The COVID-19 related news is dominating the headlines and causing major volatility in the market. But when we buy stocks, it is the fraction of underlying business we own. So we think it will be helpful to share with our readers where do we see the most impact on the business and where we not.
Starting with the bad news. The smartphone market is definitely taking a hit. Smartphone shipment in the first 2 months dropped 44% in China compared to the same period last year as most factories and offline stores were shut down for the month of February. The silver lining is that things are getting better going into March. Xiaomi has re-opened 1800 offline stores in China last Friday, and 80% of the supply chain is now operational; Oppo and Vivo saw shipment return to the normal level, and expect March to be up 10% compared to last year; Qualcomm is also seeing demand in China returning to the normal level. That being said, the potential demand destruction due to COVID-19 from areas outside of China is still a big unknown.
On the other hand, 5G infrastructure build-up didn't seem to be affected much according to carriers. Verizon last week raised its 2020 Capex to $17.5-$18.5 billion as it accelerates its transition to 5G; China Mobile also plans to increase its Capex by 8.4% in 2020, with RMB 100 billion spending on 5G deployment.
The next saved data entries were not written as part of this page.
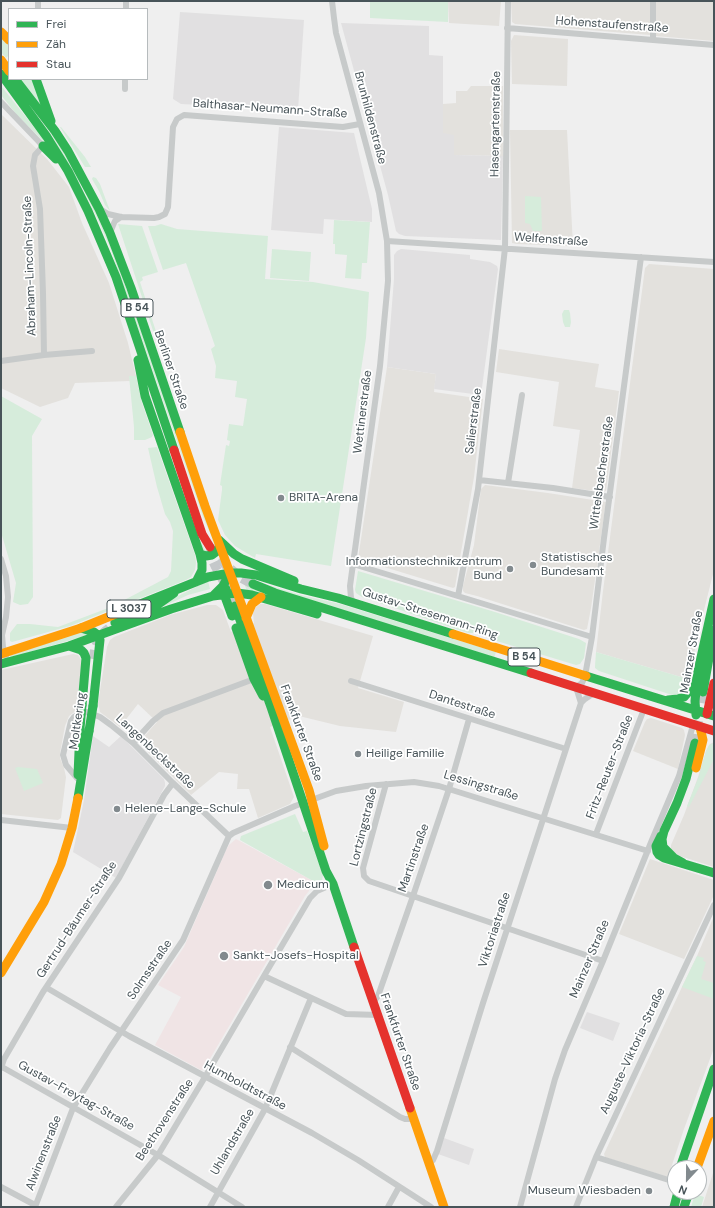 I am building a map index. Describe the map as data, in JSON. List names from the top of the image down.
{
  "streets": {
    "main road": [
      "B 54",
      "Berliner Straße",
      "L 3037",
      "Gustav-Stresemann-Ring",
      "Mainzer Straße",
      "Moltkering",
      "Frankfurter Straße"
    ],
    "street": [
      "Hohenstaufenstraße",
      "Balthasar-Neumann-Straße",
      "Brunhildenstraße",
      "Hasengartenstraße",
      "Welfenstraße",
      "Abraham-Lincoln-Straße",
      "Wettinerstraße",
      "Salierstraße",
      "Wittelsbacherstraße",
      "Dantestraße",
      "Langenbeckstraße",
      "Fritz-Reuter-Straße",
      "Lessingstraße",
      "Lortzingstraße",
      "Martinstraße",
      "Gertrud-Bäumer-Straße",
      "Viktoriastraße",
      "Solmsstraße",
      "Auguste-Viktoria-Straße",
      "Humboldtstraße",
      "Gustav-Freytag-Straße",
      "Beethovenstraße",
      "Uhlandstraße",
      "Alwinenstraße"
    ]
  },
  "crossings": [
    ["Hohenstaufenstraße", "Hasengartenstraße"],
    ["Balthasar-Neumann-Straße", "Brunhildenstraße"],
    ["Balthasar-Neumann-Straße", "Berliner Straße"],
    ["Brunhildenstraße", "Welfenstraße"],
    ["Brunhildenstraße", "Wettinerstraße"],
    ["Hasengartenstraße", "Welfenstraße"],
    ["Hasengartenstraße", "Salierstraße"],
    ["Welfenstraße", "Wettinerstraße"],
    ["Welfenstraße", "Salierstraße"],
    ["Welfenstraße", "Wittelsbacherstraße"],
    ["B 54", "Berliner Straße"],
    ["B 54", "Wittelsbacherstraße"],
    ["B 54", "Gustav-Stresemann-Ring"],
    ["B 54", "Mainzer Straße"],
    ["B 54", "Fritz-Reuter-Straße"],
    ["B 54", "Viktoriastraße"],
    ["Berliner Straße", "L 3037"],
    ["Berliner Straße", "Gustav-Stresemann-Ring"],
    ["Berliner Straße", "Frankfurter Straße"],
    ["Wettinerstraße", "Gustav-Stresemann-Ring"],
    ["Salierstraße", "Gustav-Stresemann-Ring"],
    ["Wittelsbacherstraße", "Gustav-Stresemann-Ring"],
    ["L 3037", "Gustav-Stresemann-Ring"],
    ["L 3037", "Moltkering"],
    ["Gustav-Stresemann-Ring", "Mainzer Straße"],
    ["Mainzer Straße", "Lessingstraße"],
    ["Dantestraße", "Martinstraße"],
    ["Dantestraße", "Viktoriastraße"],
    ["Moltkering", "Langenbeckstraße"],
    ["Frankfurter Straße", "Lessingstraße"],
    ["Frankfurter Straße", "Martinstraße"],
    ["Frankfurter Straße", "Viktoriastraße"],
    ["Frankfurter Straße", "Beethovenstraße"],
    ["Langenbeckstraße", "Lessingstraße"],
    ["Langenbeckstraße", "Gertrud-Bäumer-Straße"],
    ["Langenbeckstraße", "Solmsstraße"],
    ["Fritz-Reuter-Straße", "Lessingstraße"],
    ["Lessingstraße", "Lortzingstraße"],
    ["Lessingstraße", "Martinstraße"],
    ["Lessingstraße", "Viktoriastraße"],
    ["Lessingstraße", "Solmsstraße"],
    ["Lortzingstraße", "Martinstraße"],
    ["Gertrud-Bäumer-Straße", "Humboldtstraße"],
    ["Gertrud-Bäumer-Straße", "Gustav-Freytag-Straße"],
    ["Solmsstraße", "Humboldtstraße"],
    ["Solmsstraße", "Gustav-Freytag-Straße"],
    ["Solmsstraße", "Alwinenstraße"],
    ["Humboldtstraße", "Beethovenstraße"],
    ["Humboldtstraße", "Uhlandstraße"],
    ["Gustav-Freytag-Straße", "Beethovenstraße"],
    ["Gustav-Freytag-Straße", "Uhlandstraße"],
    ["Gustav-Freytag-Straße", "Alwinenstraße"]
  ],
  "places": [
    "BRITA-Arena",
    "Statistisches Bundesamt",
    "Informationstechnikzentrum Bund",
    "Heilige Familie",
    "Helene-Lange-Schule",
    "Medicum",
    "Sankt-Josefs-Hospital",
    "Museum Wiesbaden"
  ],
  "legend": ["Frei", "Zäh", "Stau"],
  "north": "bottom"
} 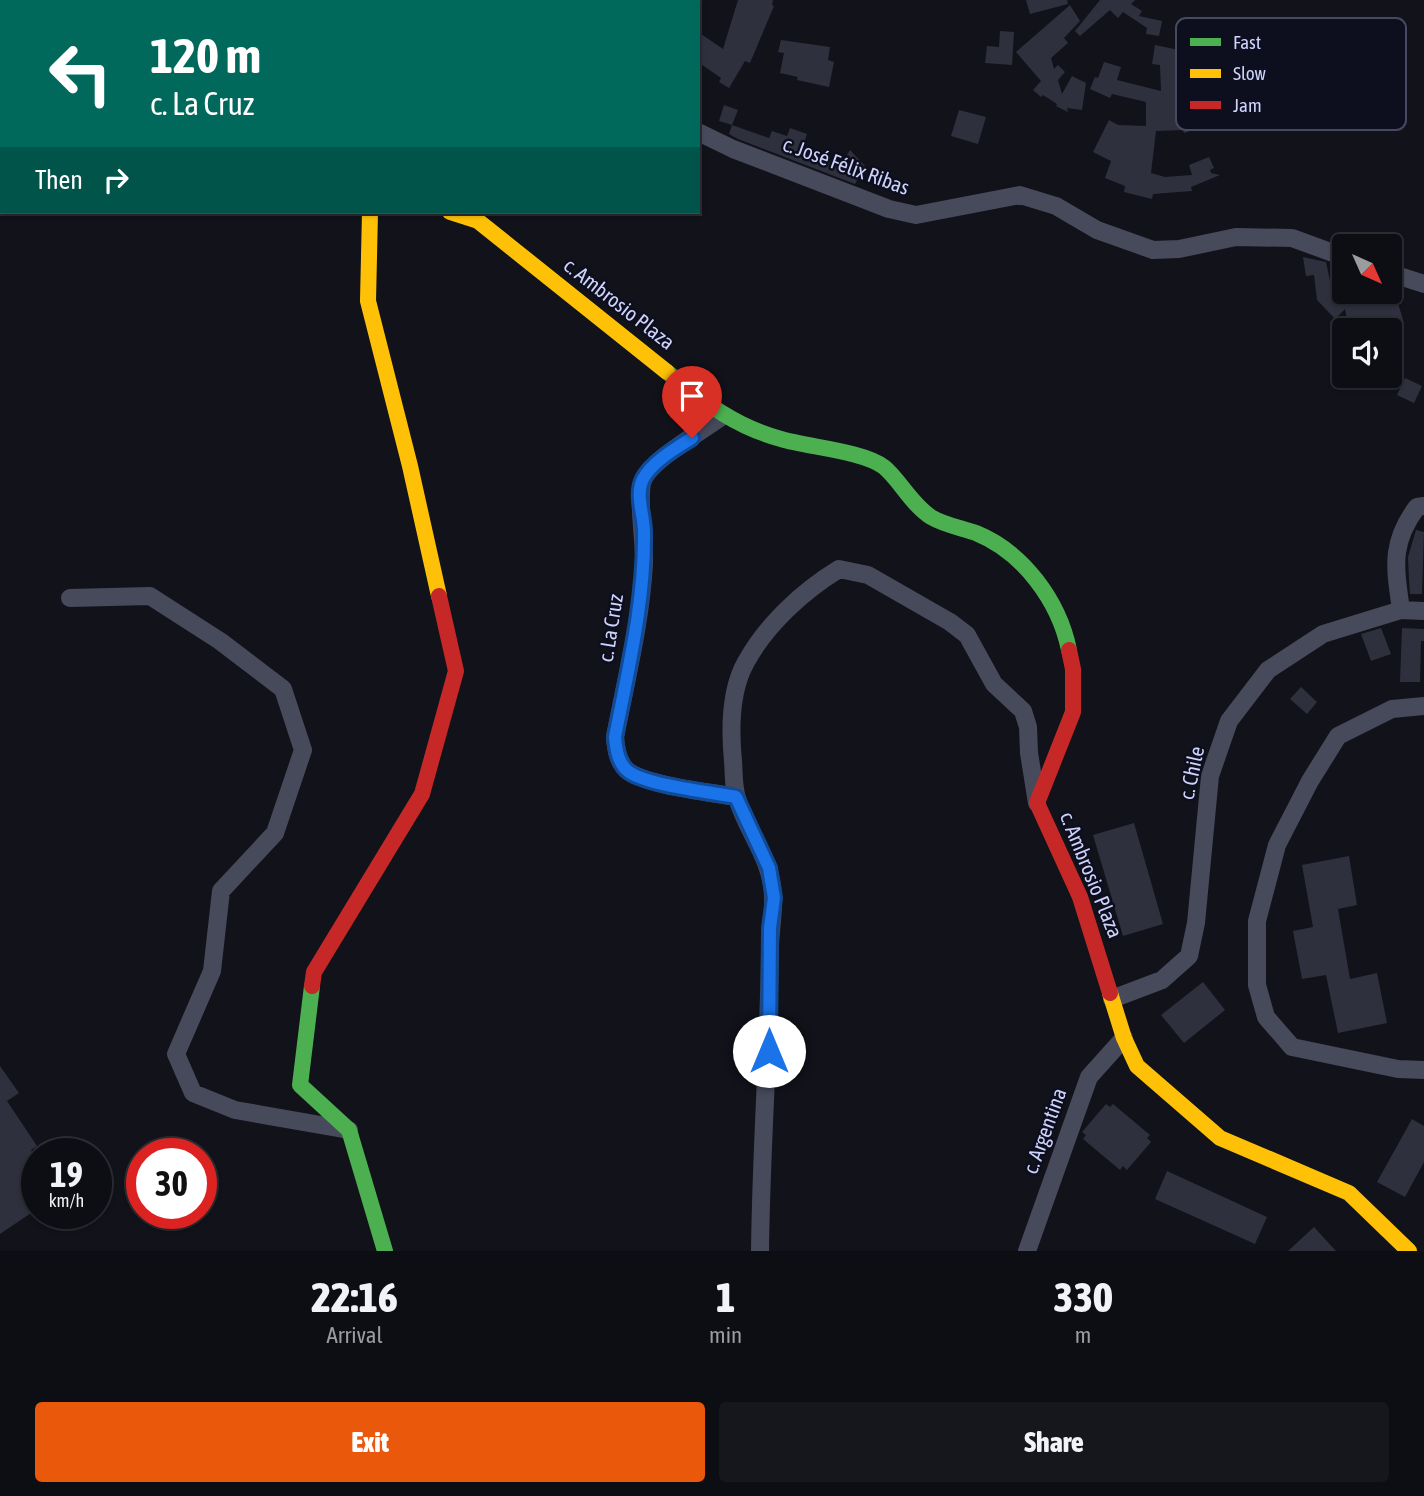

China's "new infrastructure construction" policy is set to kick off in the second quarter and we've also started to hear other countries planning to accelerate 5G infrastructure construction to bolster economic development.
Not much update from large data-center operators with their Capex plan, but we'll be very surprised to hear them cutting back at this point given the surge of online activities related to remote working/education/entertainment. For example, Microsoft teams added 12 million daily active users just in the last week reaching a total of 44 million; Slack added 7000 new paid customers from February 1 to March 18, compared to ~5000 per quarter in the previous 2 quarters.